"Não é, acaso, uma luta a vida do homem sobre a terra? Seus dias não são como os de um mercenário? Como um escravo que suspira pela sombra, e um assalariado que aguarda o pagamento, assim também tive por sorte meses de sofrimento e noites de dor me couberam por partilha. Apenas me deito, digo: ‘Quando chegará o dia?’. Logo que me levanto: ‘Quando chegará a noite?’. E até a noite me farto de angústias. Minha carne se cobre de podridão e de imundície, minha pele racha e supura. Meus dias passam mais depressa do que a lançadeira, e se desvanecem sem deixar esperança. Lembra-te de que minha vida nada mais é do que um sopro, de que meus olhos não mais verão a felicidade. O olho que me via não mais me verá, o teu me procurará, e já não existirei. A nuvem se dissipa e passa, assim quem desce à região dos mortos não subirá de novo. Não voltará mais à sua casa, sua morada não mais o reconhecerá. E por isso não reprimirei minha língua; falarei na angústia do meu espírito, farei queixa na tristeza de minha alma".
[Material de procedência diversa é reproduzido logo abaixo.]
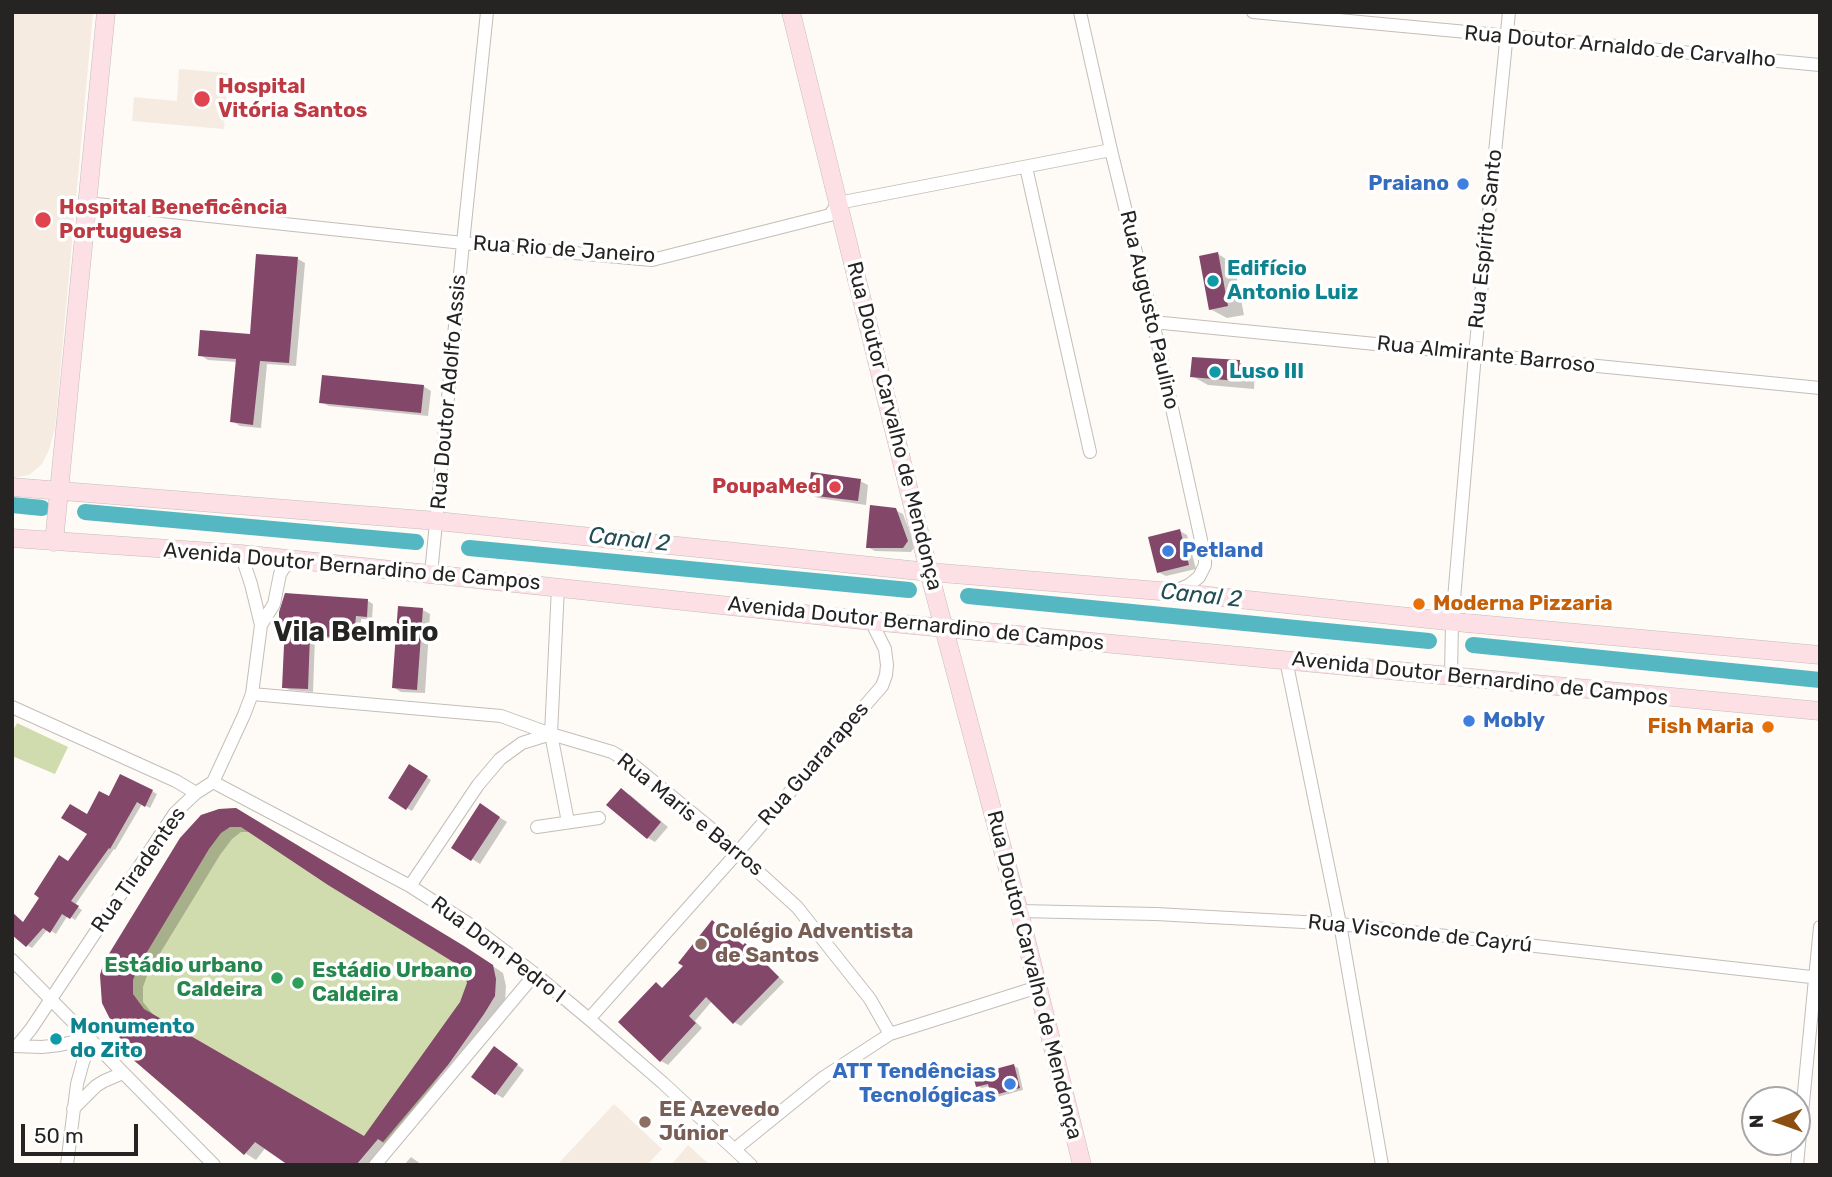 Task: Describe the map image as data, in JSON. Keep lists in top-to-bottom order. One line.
{"streets":{"main road":["Rua Doutor Carvalho de Mendonça","Avenida Doutor Bernardino de Campos"],"street":["Rua Doutor Arnaldo de Carvalho","Rua Espírito Santo","Rua Rio de Janeiro","Rua Augusto Paulino","Rua Almirante Barroso","Rua Doutor Adolfo Assis","Rua Guararapes","Rua Maris e Barros","Rua Tiradentes","Rua Visconde de Cayrú","Rua Dom Pedro I"]},"crossings":[["Rua Doutor Arnaldo de Carvalho","Rua Espírito Santo"],["Rua Espírito Santo","Rua Almirante Barroso"],["Rua Espírito Santo","Avenida Doutor Bernardino de Campos"],["Rua Rio de Janeiro","Rua Augusto Paulino"],["Rua Rio de Janeiro","Rua Doutor Adolfo Assis"],["Rua Rio de Janeiro","Rua Doutor Carvalho de Mendonça"],["Rua Augusto Paulino","Rua Almirante Barroso"],["Rua Doutor Adolfo Assis","Avenida Doutor Bernardino de Campos"],["Rua Doutor Carvalho de Mendonça","Avenida Doutor Bernardino de Campos"],["Rua Doutor Carvalho de Mendonça","Rua Visconde de Cayrú"],["Avenida Doutor Bernardino de Campos","Rua Guararapes"],["Rua Guararapes","Rua Maris e Barros"],["Rua Guararapes","Rua Dom Pedro I"],["Rua Tiradentes","Rua Dom Pedro I"]],"districts":["Vila Belmiro"],"water":["Canal 2"],"places":["Hospital Vitória Santos","Praiano","Hospital Beneficência Portuguesa","Edifício Antonio Luiz","Luso III","PoupaMed","Petland","Moderna Pizzaria","Mobly","Fish Maria","Colégio Adventista de Santos","Estádio urbano Caldeira","Estádio Urbano Caldeira","Monumento do Zito","ATT Tendências Tecnológicas","EE Azevedo Júnior"],"scale_bar":"50 m","north":"left"}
Quebrando um pouco o gelo da rotina cotidiana dos dias úteis, como hoje é domingo, observe que o trecho bíblico acima retrata uma metáfora da labuta cotidiana e da existência humana sobre a terra, de um modo geral, por meio de uma combinação de sentimentos estranha e absurdamente contraditórios. O texto dá voz a alguém que parece conviver com uma sensação de falta de dignidade para algo, de não pertencer ao lugar onde se encontra e de viver andando pela vida esbarrando nas paredes e nas colunas, aos tropeços, trancos e barrancos, como se andasse no escuro, tateando até achar um buraco por onde pudesse entrar e passar ao compartimento seguinte, assim como a costureira que tenta passar a linha pelo buraco da agulha, mas quase nunca acerta de primeira. As coisas nunca se encaixam de primeira. Sempre as peças se esbarram várias vezes, até conectar de vez e causar reação. Tudo parece mais complicado. Ou tudo está muito certo ou está muito errado. O que deveria despertar alegria pode também despertar tristeza, às vezes, na verdade.
Continua...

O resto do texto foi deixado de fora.